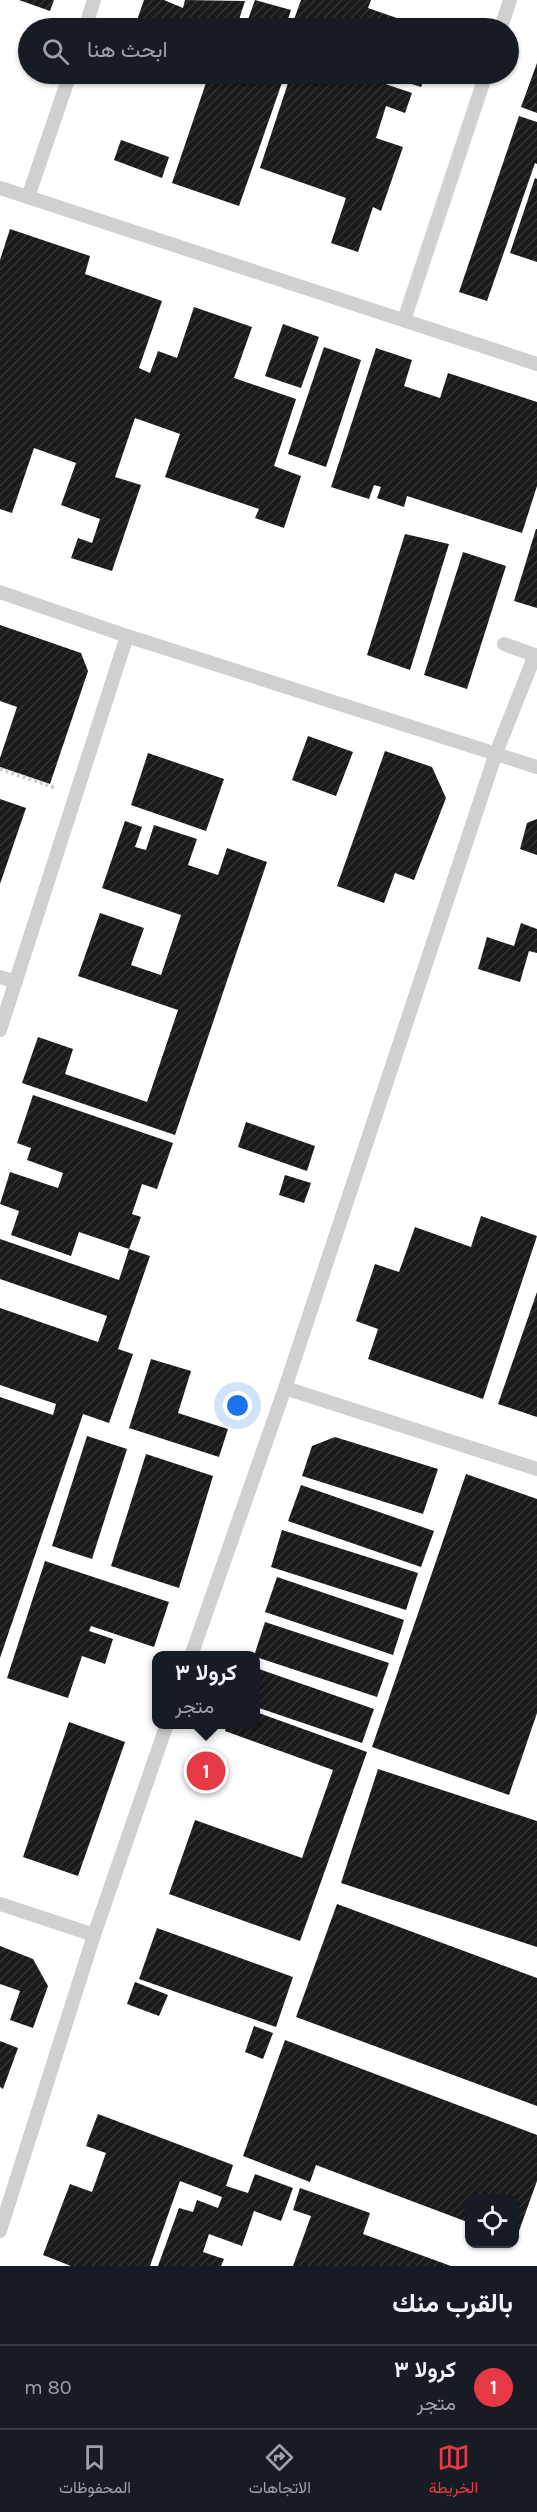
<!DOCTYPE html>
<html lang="ar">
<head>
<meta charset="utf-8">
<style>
	body { margin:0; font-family:Karla,Vazirmatn,sans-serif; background:#242831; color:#f1f3f6; direction:rtl }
	.controls { position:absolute; right:18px; bottom:18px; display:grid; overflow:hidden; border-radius:12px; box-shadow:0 2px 4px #0004 }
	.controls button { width:54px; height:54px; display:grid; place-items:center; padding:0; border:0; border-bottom:2px solid #363941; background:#171b24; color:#f1f3f6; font:30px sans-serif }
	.you { position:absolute; left:238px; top:1406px; width:21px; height:21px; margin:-15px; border:4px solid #fff; border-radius:50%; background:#1a73e8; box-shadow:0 0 0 9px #1a73e833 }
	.badge { display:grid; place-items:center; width:39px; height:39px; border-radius:50%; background:#e63946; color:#fff; font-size:20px; font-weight:700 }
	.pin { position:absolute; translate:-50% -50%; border:3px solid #fff; box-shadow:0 2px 6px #0006 }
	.popup { position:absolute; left:152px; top:1651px; width:108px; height:78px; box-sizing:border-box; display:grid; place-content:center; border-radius:12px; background:#171b24; filter:drop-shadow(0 2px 4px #0005); font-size:20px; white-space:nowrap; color:#9ea1a6 }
	.popup b { font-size:22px; color:#f1f3f6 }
	.popup::after { content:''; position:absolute; left:50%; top:100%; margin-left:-12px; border:12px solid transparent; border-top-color:#171b24 }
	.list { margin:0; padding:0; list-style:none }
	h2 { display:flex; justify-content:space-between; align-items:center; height:78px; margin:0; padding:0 24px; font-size:26px }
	h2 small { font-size:20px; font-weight:400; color:#9ea1a6 }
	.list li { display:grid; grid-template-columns:39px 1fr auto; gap:18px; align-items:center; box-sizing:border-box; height:84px; padding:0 24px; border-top:2px solid #363941 }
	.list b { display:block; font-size:22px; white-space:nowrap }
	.list p { margin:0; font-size:20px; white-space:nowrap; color:#9ea1a6 }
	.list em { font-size:20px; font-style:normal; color:#9ea1a6 }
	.icon { flex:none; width:33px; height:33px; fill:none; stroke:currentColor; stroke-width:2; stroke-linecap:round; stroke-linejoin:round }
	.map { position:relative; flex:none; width:537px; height:2266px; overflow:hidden; direction:ltr }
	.search { position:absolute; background:#171b24; box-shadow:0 2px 4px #0004; left:18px; right:18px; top:18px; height:66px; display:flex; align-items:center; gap:15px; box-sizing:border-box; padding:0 21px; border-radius:33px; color:#9ea1a6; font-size:22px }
	.sheet { height:162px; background:#171b24 }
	nav { display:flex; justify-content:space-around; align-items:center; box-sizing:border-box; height:84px; border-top:2px solid #363941; background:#171b24; font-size:16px; color:#9ea1a6 }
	nav a { display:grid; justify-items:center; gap:3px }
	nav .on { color:#e63946 }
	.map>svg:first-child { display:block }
</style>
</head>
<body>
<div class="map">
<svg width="537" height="2266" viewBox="0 0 537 2266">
	<defs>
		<pattern id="building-hatch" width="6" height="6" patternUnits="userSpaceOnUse" patternTransform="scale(1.5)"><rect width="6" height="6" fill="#1a1a1a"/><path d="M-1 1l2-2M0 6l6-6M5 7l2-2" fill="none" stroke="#333"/></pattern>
	</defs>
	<rect width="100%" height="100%" fill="#fff"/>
	<g fill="url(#building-hatch)">
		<polygon points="19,0 54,0 50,11"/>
		<polygon points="144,0 164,0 183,8 185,0 245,1 237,26 241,28 161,28 137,20"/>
		<polygon points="255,0 291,10 285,28 271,27 270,28 245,28"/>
		<polygon points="301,0 371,0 368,8 414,24 412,28 291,28"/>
		<polygon points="537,63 537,113 521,107"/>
		<polygon points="209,74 285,74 239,206 172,183"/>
		<polygon points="291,74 356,74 412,93 405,113 386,106 376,138 403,147 381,211 373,207 358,252 331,243 346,198 260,168"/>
		<polygon points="408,74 426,74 421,87 406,82"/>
		<polygon points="519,116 537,122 537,164 535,163 487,301 459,292"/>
		<polygon points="121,140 169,157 162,178 114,160"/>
		<polygon points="535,178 537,179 537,262 510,253"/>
		<polygon points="10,229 90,256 85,274 162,301 139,368 150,373 158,351 177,358 194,307 252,327 234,378 296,399 274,466 301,476 284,528 255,518 259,509 165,477 180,434 135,418 115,477 141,485 112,571 71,558 78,538 92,543 100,519 61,505 76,463 34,448 12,513 0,509 0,260"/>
		<polygon points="283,324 319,337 301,388 265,376"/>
		<polygon points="324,347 361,360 326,467 288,454"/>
		<polygon points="376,348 412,360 404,386 440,398 448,373 537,402 537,486 522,533 407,496 404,507 377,498 381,487 374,485 369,499 331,487"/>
		<polygon points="536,529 537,529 537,608 514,601"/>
		<polygon points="405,534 449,544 410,670 367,655"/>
		<polygon points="463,552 506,566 467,689 424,675"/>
		<polygon points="0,625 81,653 88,671 50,784 0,767 0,758 17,707 0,701"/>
		<polygon points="308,736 353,752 336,796 292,780"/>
		<polygon points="385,751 432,767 446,798 414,880 395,873 384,903 337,886"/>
		<polygon points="148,753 224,779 206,831 131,805"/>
		<polygon points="0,799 26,808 0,884"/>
		<polygon points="537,819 537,855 520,849 527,823"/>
		<polygon points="125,821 142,827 135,847 146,850 154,825 197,839 188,865 218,875 227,848 267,862 175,1135 22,1083 38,1037 73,1049 65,1074 147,1102 178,1010 78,976 100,913 144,928 131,965 161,975 181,915 102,888"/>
		<polygon points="521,923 537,929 537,953 529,951 520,982 478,969 487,937 514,946"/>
		<polygon points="33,1095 173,1143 157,1189 142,1184 132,1214 141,1217 129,1249 150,1256 118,1349 133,1354 109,1423 83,1414 0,1658 0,1397 53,1415 56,1404 0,1385 0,1308 98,1342 107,1316 0,1279 0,1239 119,1280 129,1249 79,1232 71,1256 11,1235 19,1211 0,1204 10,1172 58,1188 63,1173 27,1160 31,1148 17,1143"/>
		<polygon points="246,1122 315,1146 307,1171 238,1147"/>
		<polygon points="285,1175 311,1183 304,1203 279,1195"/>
		<polygon points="481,1216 537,1236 483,1399 368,1359 378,1329 356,1321 375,1264 399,1272 415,1227 471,1247"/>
		<polygon points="537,1292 537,1417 498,1404"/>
		<polygon points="151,1359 191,1371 178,1413 228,1429 219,1457 129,1428"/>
		<polygon points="87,1436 127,1449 92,1559 52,1546"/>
		<polygon points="335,1437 438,1469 423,1514 302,1476 312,1446"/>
		<polygon points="146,1454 213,1476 179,1588 111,1566"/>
		<polygon points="466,1474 537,1499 537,1713 509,1795 372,1747"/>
		<polygon points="301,1485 434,1531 421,1567 288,1521"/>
		<polygon points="282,1530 418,1573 406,1610 271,1567"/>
		<polygon points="45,1561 169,1602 154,1647 91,1626 89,1631 113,1639 105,1664 82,1656 68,1698 7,1678"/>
		<polygon points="277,1577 404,1620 393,1655 265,1612"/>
		<polygon points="265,1622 389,1663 377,1697 256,1657 254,1656"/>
		<polygon points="256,1668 374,1709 362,1743 256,1707"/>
		<polygon points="256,1712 367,1752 300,1941 169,1894 195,1820 302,1858 333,1770 225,1731 227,1724 256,1724"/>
		<polygon points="69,1722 125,1742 78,1876 23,1857"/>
		<polygon points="378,1769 537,1821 537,1947 341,1883"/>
		<polygon points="337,1904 537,1978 537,2106 296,2017"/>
		<polygon points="157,1928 293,1977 276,2027 139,1979"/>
		<polygon points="0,1946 33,1959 48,1986 33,2028 10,2020 20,1991 0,1984"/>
		<polygon points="135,1982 168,1995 159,2016 127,2004"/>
		<polygon points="254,2026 273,2033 263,2059 245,2052"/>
		<polygon points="285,2040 537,2135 537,2181 515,2242 514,2198 470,2198 470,2223 316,2165 310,2182 243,2156"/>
		<polygon points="0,2041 18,2048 3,2089 0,2087"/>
		<polygon points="98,2114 233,2165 226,2186 248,2193 255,2174 293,2188 281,2221 254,2211 242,2246 209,2234 203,2252 224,2259 221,2266 158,2266 179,2208 193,2212 197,2200 218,2208 222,2197 180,2181 150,2266 71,2266 43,2255 70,2184 92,2192 106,2153 86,2146"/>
		<polygon points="300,2188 370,2213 363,2234 451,2266 293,2266 311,2216 293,2210"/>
	</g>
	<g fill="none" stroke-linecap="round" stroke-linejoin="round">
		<polyline stroke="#cdcdcd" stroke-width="4" stroke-dasharray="3 3" stroke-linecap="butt" points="0,769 56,788"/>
		<g stroke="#d0d0d0" stroke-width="14">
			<polyline points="85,28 94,0"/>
			<polyline points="501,28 510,0"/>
			<polyline points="0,188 537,364"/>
			<polyline points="28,197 70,74"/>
			<polyline points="404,320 486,74"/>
			<polyline points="0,592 127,636 537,767"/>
			<polyline points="504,644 537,656"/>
			<polyline points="0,977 16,982"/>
			<polyline points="0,1030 127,636"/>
			<polyline points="285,1388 537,1469"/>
			<polyline points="191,1656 285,1388 496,753 535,655"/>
			<polyline points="0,1904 94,1935"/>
			<polyline points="0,2231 94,1935 167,1724"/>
		</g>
	</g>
</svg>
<div class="controls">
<button><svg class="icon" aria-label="locate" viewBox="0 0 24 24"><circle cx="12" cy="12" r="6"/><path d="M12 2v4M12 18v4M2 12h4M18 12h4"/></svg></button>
</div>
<div class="you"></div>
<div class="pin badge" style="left:206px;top:1771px">1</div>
<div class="popup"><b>كرولا ٣</b>متجر</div>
<div class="search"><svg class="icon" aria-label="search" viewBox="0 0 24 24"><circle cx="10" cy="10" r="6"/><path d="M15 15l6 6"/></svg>ابحث هنا</div>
</div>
<section class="sheet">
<h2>بالقرب منك<small></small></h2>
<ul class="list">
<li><span class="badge">1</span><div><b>كرولا ٣</b><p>متجر</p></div><em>80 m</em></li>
</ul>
</section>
<nav>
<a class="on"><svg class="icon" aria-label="map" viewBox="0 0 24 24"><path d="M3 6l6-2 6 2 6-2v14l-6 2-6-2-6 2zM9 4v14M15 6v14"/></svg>الخريطة</a>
<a><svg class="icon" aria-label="directions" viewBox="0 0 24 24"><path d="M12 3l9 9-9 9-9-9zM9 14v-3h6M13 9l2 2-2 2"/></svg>الاتجاهات</a>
<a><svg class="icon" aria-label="saved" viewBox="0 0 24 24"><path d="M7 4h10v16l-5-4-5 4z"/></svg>المحفوظات</a>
</nav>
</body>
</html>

EXERCISE OBJECTIVE: Exactly reproduce the lines that run from the first line of the listing above to the line containing "width:54px; height:54px; display:grid;", including both; omit the pictures.

YOUR RESPONSE:
<!DOCTYPE html>
<html lang="ar">
<head>
<meta charset="utf-8">
<style>
	body { margin:0; font-family:Karla,Vazirmatn,sans-serif; background:#242831; color:#f1f3f6; direction:rtl }
	.controls { position:absolute; right:18px; bottom:18px; display:grid; overflow:hidden; border-radius:12px; box-shadow:0 2px 4px #0004 }
	.controls button { width:54px; height:54px; display:grid; place-items:center; padding:0; border:0; border-bottom:2px solid #363941; background:#171b24; color:#f1f3f6; font:30px sans-serif }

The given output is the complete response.